May I please have every record restated word for word, with the images left out?

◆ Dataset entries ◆
▬▬▬▬▬▬▬▬▬▬

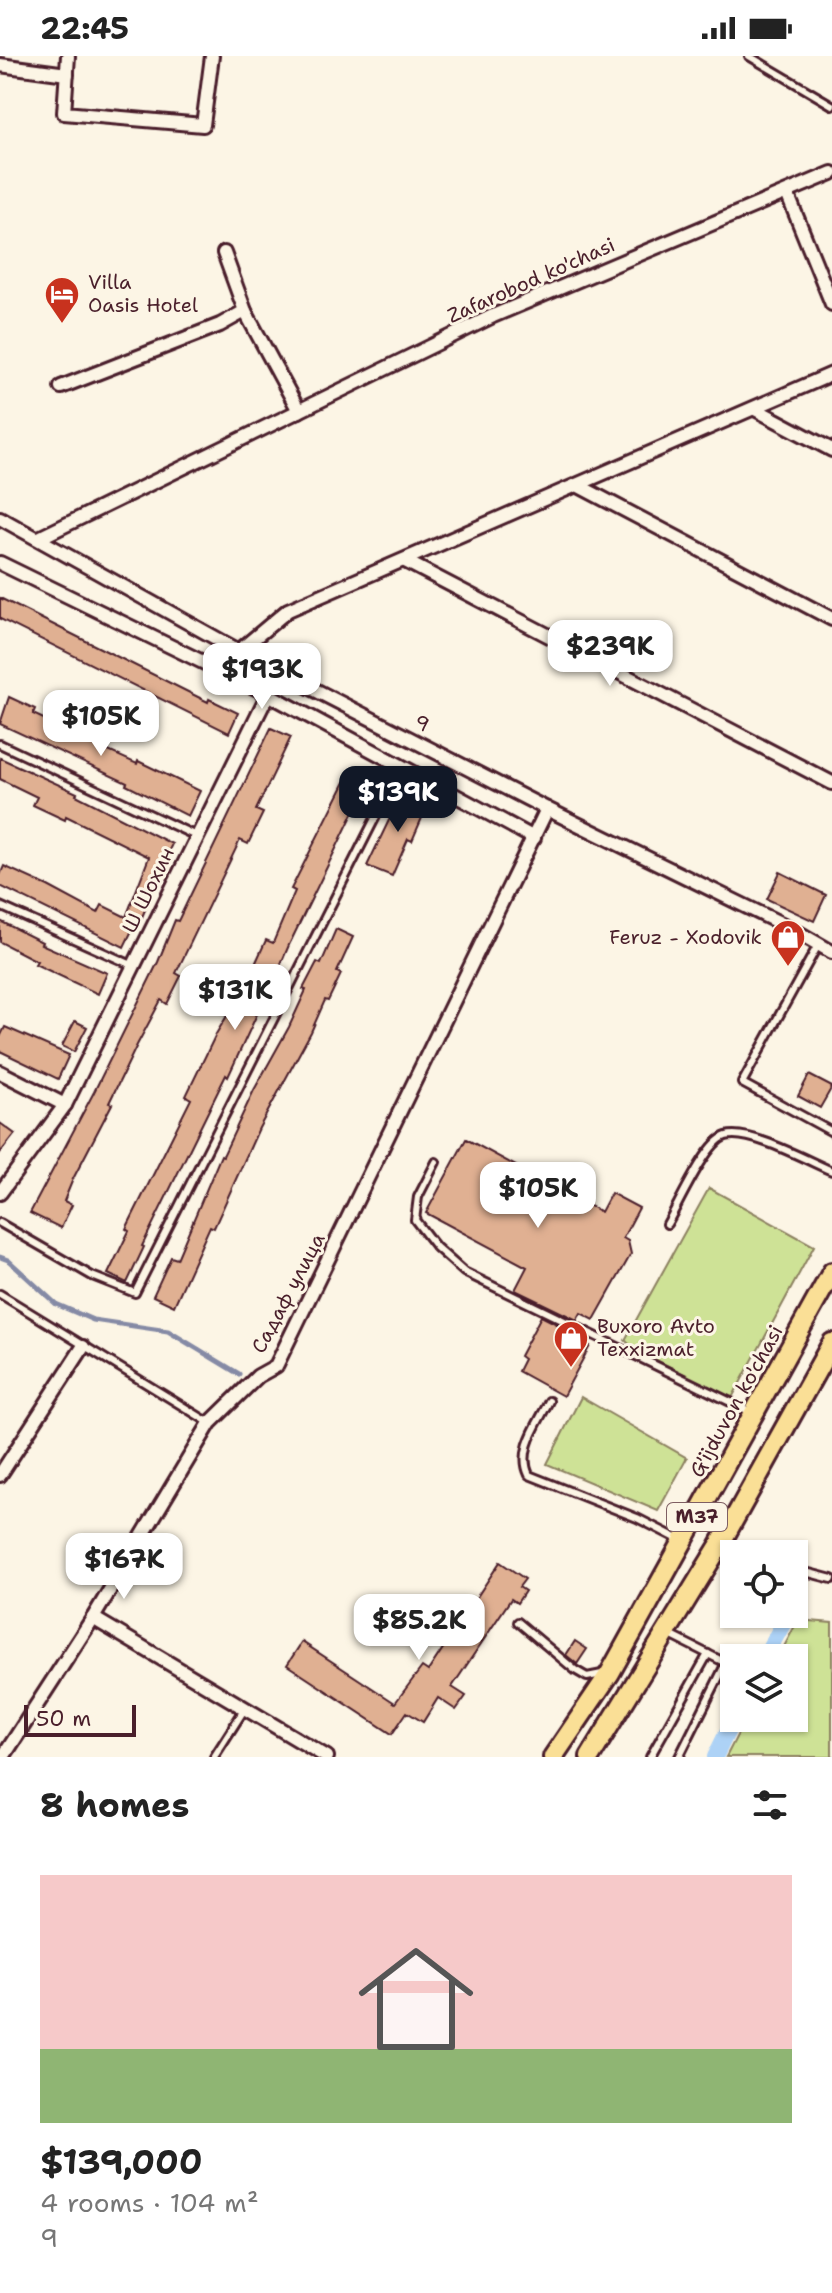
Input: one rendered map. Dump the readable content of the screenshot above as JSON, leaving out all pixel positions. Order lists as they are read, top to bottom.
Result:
{
  "streets": {
    "main road": ["G'ijduvon ko'chasi", "M37"],
    "street": [
      "Zafarobod ko'chasi",
      "9",
      "Ш Шохин",
      "Садаф улица"
    ]
  },
  "crossings": [
    ["Zafarobod ko'chasi", "9"],
    ["9", "Садаф улица"]
  ],
  "places": {
    "hotel": ["Villa Oasis Hotel"],
    "shop": ["Feruz - Xodovik", "Buxoro Avto Texxizmat"]
  },
  "scale_bar": "50 m",
  "page": {
    "status": "22:45",
    "price": [
      "$239K",
      "$193K",
      "$105K",
      "$139K",
      "$131K",
      "$105K",
      "$167K",
      "$85.2K"
    ],
    "scale": "50 m",
    "heading": "8 homes",
    "list": [
      {
        "name": "$139,000",
        "note": "4 rooms · 104 m² · 9"
      }
    ]
  }
}
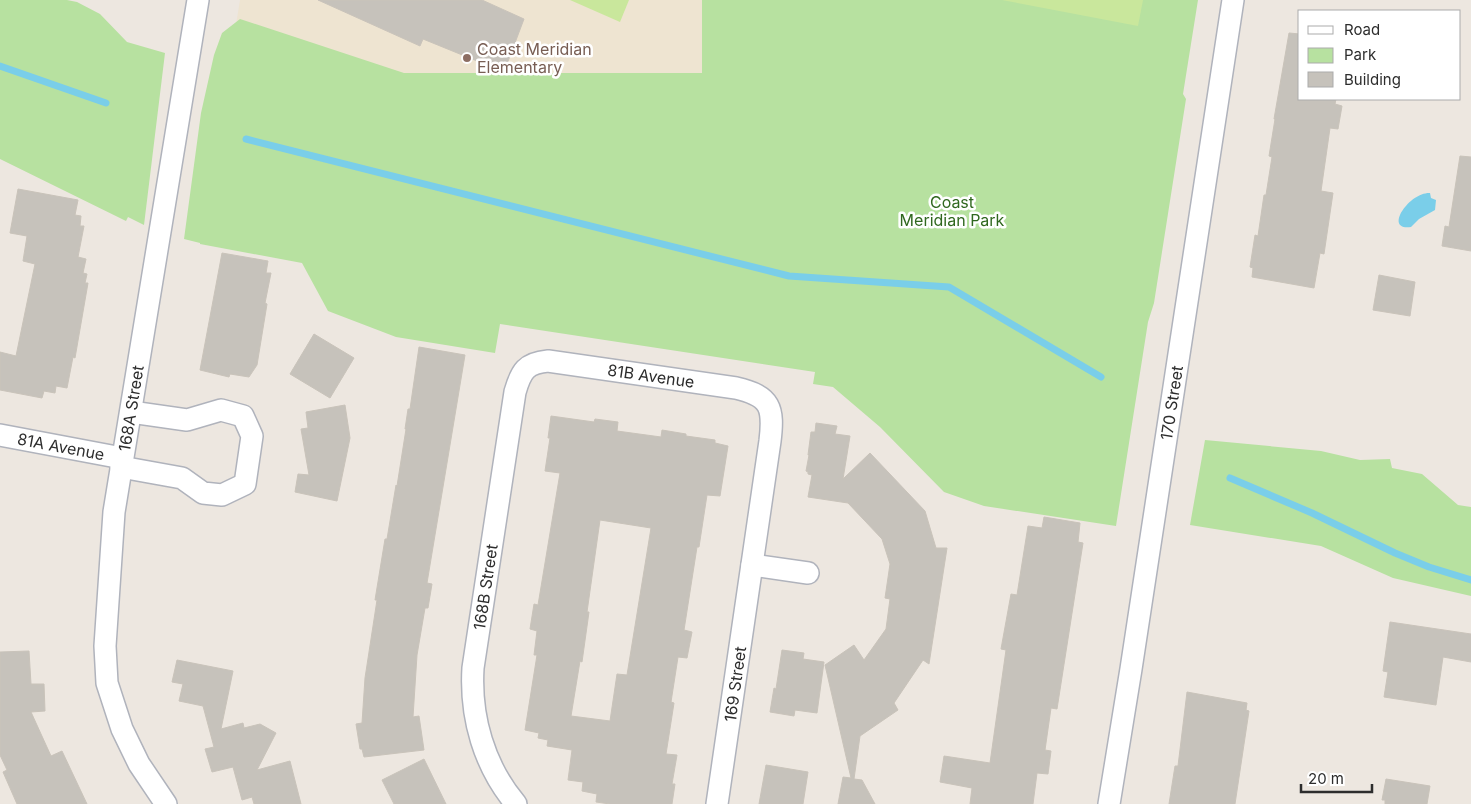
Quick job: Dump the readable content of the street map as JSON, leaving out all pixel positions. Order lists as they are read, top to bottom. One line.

▬▬▬▬▬▬▬▬▬▬

◆ EXERCISE RESULT ◆
Input: one rendered map. Dump the readable content of the screenshot above as JSON, leaving out all pixel positions. Order lists as they are read, top to bottom.
Result:
{
  "streets": {
    "main road": ["G'ijduvon ko'chasi", "M37"],
    "street": [
      "Zafarobod ko'chasi",
      "9",
      "Ш Шохин",
      "Садаф улица"
    ]
  },
  "crossings": [
    ["Zafarobod ko'chasi", "9"],
    ["9", "Садаф улица"]
  ],
  "places": {
    "hotel": ["Villa Oasis Hotel"],
    "shop": ["Feruz - Xodovik", "Buxoro Avto Texxizmat"]
  },
  "scale_bar": "50 m",
  "page": {
    "status": "22:45",
    "price": [
      "$239K",
      "$193K",
      "$105K",
      "$139K",
      "$131K",
      "$105K",
      "$167K",
      "$85.2K"
    ],
    "scale": "50 m",
    "heading": "8 homes",
    "list": [
      {
        "name": "$139,000",
        "note": "4 rooms · 104 m² · 9"
      }
    ]
  }
}
Quick job: Dump the readable content of the street map as JSON, leaving out all pixel positions. Order lists as they are read, top to bottom. One line.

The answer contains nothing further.